Hydroxycut maker slims down 11-count lawsuit

on June 8, 2010 ·

Posted in Consumer Fraud - False Advertising,Mass Tort,Pharmaceutical Law,Procedural Matters

Last Thursday, Judge Barry Ted Moskowitz of the U.S. District Court for the Southern District of California granted Iovate Health Sciences USA Inc.’s motion to dismiss plaintiff Jessica Rogoff’s claims for intentional infliction of emotional distress, negligent infliction of emotional distress, and “fraud and concealment”, 3 of the 11 counts in her action against the maker of the popular fat-burning supplement Hydroxycut. Rogoff’s suit is one of 40 consolidated in multidistrict litigation against the makers of Hydroxycut, entitled In re Hydroxycut Marketing and Sales Practices Litigation. Her Complaint’s remaining 8 counts include design and manufacturing defect claims and breach of warranty claims.

Iovate argued that the emotional distress claims should be dismissed under the Twombly/Iqbal standard and that the fraud claim be dismissed under Federal Rule of Civil Procedure 9(b). Before examining the claims under these standards, Judge Moskowitz’s order noted “at the outset” that Rogoff’s Complaint “is seriously lacking in factual allegations”, and that as noted by the U.S. Supreme Court in Iqbal, “[a] formulaic recitation of the elements of a cause of action is not sufficient to meet federal pleading standards.” In examining the emotional distress claims, the court found that Rogoff had failed to plead “one of the most basic elements,” that being actual emotional distress.

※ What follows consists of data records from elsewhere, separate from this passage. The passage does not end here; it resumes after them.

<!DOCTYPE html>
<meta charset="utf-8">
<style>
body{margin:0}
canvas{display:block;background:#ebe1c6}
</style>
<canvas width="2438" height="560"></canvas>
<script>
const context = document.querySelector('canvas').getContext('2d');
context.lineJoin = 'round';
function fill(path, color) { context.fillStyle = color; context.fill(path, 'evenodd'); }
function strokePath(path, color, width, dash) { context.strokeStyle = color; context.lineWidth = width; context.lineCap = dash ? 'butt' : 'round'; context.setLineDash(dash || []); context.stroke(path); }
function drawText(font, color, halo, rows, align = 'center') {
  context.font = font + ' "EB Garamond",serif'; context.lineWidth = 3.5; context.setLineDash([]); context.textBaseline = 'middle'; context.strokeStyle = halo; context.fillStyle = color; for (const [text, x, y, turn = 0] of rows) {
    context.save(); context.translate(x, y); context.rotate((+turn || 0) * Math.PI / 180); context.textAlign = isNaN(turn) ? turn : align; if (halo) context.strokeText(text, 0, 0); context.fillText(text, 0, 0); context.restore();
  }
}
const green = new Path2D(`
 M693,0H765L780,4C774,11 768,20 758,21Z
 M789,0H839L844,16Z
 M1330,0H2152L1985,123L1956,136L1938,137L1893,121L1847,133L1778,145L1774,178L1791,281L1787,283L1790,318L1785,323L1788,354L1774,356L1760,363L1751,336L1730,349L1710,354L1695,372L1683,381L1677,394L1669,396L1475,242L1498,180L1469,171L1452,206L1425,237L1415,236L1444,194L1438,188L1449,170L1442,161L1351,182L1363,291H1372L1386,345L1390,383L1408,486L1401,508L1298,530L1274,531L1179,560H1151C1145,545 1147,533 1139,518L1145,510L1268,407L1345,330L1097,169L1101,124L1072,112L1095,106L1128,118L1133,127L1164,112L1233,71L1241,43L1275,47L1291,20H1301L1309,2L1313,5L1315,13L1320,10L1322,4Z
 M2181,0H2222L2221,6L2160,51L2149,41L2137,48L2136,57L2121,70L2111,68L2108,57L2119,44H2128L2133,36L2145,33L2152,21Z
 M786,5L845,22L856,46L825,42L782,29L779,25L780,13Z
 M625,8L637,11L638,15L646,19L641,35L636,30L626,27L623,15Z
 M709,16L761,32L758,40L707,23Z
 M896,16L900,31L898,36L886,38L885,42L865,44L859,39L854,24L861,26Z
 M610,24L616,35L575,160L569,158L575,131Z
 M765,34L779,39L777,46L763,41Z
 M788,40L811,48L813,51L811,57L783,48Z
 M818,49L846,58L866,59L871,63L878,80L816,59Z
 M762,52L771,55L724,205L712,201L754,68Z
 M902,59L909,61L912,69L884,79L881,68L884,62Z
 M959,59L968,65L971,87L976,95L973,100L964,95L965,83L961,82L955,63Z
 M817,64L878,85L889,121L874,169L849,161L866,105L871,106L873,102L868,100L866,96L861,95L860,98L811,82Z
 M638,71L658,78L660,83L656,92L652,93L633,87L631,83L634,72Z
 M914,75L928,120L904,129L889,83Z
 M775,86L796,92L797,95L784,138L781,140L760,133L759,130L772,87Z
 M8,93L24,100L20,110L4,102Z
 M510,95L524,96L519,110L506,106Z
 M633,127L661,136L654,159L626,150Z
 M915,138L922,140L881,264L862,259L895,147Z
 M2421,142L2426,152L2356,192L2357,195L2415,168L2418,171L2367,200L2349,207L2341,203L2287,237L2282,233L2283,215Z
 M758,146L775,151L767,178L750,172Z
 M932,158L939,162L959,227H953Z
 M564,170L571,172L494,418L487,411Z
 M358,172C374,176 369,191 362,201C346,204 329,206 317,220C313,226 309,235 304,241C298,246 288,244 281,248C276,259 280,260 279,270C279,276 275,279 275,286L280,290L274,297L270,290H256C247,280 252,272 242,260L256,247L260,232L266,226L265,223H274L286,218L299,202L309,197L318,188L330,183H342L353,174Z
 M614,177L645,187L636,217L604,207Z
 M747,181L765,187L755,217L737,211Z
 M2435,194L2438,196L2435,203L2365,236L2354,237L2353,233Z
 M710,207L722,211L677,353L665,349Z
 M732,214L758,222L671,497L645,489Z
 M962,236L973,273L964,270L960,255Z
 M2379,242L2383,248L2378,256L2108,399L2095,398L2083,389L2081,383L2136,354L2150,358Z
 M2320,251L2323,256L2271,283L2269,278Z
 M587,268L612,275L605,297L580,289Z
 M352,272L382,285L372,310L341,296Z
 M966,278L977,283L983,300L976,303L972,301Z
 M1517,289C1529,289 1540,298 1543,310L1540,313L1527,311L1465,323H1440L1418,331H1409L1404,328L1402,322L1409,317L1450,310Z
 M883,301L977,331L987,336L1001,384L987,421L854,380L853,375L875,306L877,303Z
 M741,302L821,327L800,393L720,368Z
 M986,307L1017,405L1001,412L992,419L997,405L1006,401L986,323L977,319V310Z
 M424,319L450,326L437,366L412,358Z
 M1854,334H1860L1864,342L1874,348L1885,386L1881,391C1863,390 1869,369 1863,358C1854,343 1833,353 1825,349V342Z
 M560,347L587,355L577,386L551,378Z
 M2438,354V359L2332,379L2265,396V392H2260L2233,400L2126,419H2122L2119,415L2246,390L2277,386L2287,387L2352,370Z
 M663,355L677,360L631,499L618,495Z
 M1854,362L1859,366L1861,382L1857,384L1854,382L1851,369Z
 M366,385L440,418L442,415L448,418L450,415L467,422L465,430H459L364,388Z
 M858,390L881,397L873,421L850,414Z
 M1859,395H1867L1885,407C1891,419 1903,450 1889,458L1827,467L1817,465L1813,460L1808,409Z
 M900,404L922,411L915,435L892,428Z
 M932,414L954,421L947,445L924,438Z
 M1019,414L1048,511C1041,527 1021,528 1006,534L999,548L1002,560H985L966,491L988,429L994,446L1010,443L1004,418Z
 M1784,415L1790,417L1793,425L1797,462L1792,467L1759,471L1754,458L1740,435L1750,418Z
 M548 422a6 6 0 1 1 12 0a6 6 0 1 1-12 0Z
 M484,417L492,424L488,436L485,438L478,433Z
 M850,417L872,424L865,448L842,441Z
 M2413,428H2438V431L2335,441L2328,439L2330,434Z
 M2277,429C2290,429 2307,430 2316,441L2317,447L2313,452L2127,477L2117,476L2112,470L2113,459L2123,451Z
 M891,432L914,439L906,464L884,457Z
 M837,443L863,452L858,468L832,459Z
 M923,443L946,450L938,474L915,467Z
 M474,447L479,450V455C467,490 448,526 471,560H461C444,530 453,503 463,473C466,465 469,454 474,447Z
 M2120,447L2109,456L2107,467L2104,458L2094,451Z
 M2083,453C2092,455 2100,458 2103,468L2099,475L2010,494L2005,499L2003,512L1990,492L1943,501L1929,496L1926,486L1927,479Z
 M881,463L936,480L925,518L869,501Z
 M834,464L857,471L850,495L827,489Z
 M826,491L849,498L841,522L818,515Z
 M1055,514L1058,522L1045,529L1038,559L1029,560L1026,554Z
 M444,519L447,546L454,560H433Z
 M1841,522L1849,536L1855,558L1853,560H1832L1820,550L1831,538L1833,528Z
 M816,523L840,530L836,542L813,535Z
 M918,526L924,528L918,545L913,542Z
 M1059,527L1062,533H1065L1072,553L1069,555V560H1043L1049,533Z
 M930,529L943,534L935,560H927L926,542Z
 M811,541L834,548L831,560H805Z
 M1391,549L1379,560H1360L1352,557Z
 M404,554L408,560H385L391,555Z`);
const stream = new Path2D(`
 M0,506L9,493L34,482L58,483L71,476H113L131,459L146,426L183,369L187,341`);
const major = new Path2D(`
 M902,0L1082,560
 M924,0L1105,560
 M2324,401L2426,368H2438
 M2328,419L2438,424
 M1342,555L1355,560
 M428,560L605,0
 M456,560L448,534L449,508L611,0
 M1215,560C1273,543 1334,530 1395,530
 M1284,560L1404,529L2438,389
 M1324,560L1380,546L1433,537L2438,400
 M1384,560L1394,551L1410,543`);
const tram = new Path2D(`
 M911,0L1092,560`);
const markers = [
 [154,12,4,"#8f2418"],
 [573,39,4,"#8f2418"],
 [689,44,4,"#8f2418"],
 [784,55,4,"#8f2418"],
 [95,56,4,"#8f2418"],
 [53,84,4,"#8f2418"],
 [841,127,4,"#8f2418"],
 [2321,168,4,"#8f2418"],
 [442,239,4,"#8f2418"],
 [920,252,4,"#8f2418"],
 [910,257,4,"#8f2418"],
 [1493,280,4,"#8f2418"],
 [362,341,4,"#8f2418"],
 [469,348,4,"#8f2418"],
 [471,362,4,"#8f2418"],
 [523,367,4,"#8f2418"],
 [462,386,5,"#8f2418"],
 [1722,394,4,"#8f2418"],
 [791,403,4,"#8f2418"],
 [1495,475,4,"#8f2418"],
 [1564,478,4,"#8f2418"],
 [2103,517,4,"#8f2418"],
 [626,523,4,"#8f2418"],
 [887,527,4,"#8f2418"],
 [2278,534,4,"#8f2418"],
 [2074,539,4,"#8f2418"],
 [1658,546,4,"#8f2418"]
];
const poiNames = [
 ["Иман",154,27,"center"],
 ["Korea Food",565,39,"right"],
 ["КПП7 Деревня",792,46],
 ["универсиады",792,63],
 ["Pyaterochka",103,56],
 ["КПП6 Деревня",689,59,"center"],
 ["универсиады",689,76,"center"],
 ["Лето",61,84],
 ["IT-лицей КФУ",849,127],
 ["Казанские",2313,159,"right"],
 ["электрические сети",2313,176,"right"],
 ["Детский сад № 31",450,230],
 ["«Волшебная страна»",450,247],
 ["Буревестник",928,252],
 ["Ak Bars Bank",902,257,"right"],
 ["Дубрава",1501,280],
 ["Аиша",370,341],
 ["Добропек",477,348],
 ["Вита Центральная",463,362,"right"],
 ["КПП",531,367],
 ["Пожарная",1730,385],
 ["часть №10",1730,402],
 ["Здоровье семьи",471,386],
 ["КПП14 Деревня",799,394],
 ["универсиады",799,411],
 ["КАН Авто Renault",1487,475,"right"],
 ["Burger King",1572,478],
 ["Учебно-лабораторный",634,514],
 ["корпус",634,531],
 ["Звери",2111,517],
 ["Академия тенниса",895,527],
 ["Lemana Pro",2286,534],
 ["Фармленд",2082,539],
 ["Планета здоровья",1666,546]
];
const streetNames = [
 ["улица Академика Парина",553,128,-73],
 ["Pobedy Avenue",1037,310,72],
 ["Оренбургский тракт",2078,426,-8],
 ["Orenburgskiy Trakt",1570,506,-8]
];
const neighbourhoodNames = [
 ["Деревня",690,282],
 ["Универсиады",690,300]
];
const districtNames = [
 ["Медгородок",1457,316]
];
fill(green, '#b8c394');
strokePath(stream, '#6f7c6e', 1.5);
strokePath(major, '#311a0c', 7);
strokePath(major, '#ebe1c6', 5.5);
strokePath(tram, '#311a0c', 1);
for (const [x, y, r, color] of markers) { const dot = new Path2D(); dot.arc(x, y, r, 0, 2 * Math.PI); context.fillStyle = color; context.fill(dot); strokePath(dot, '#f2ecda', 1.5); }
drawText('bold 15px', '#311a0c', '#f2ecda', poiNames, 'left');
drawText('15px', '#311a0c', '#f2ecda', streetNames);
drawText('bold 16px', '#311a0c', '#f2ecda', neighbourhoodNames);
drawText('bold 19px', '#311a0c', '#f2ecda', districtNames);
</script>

Moreover, Rogoff failed to plead the “necessary element of causation” for her intentional infliction of emotional distress claim and the “essential element” of duty for her negligent infliction of emotional distress claim.

Lastly, Judge Moskowitz found that Rogoff’s “fraud by concealment” claim, which she attempted to plead under both the affirmative misrepresentation and fraudulent concealment theories of fraud, must be dismissed, regardless of theory. Under the affirmative misrepresentation theory, Rogoff failed to plead with specificity the alleged misrepresentations, specific advertisements, or specific labeling she relied upon; Judge Moskowitz noted that her “vague allegations of ‘television and/or radio advertisements’” as influencing her decision to purchase Hydroxycut “will not suffice” under Rule 9(b). Under the fraudulent concealment theory, on the other hand, which the court noted was “a closer call,” Rogoff’s allegations were conclusory and thus not as particularized and specifically factual as the theory demands.

This decision marks a win for Hydroxycut’s maker after many months of scrutiny by both the courts and government agencies. In early 2009, the FDA began receiving reports that Hydroxycut leads to jaundice and severe liver damage, and after being pressured by the government, Iovate voluntarily recalled 14 Hydroxycut diet supplements in both pill and liquid form. On May 1, 2009, the FDA issued a press release about the recall, warning dieters to stop using the supplements. This mass recall caused many media outlets to discuss the effectiveness of diet supplements and the possible health complications they may spur.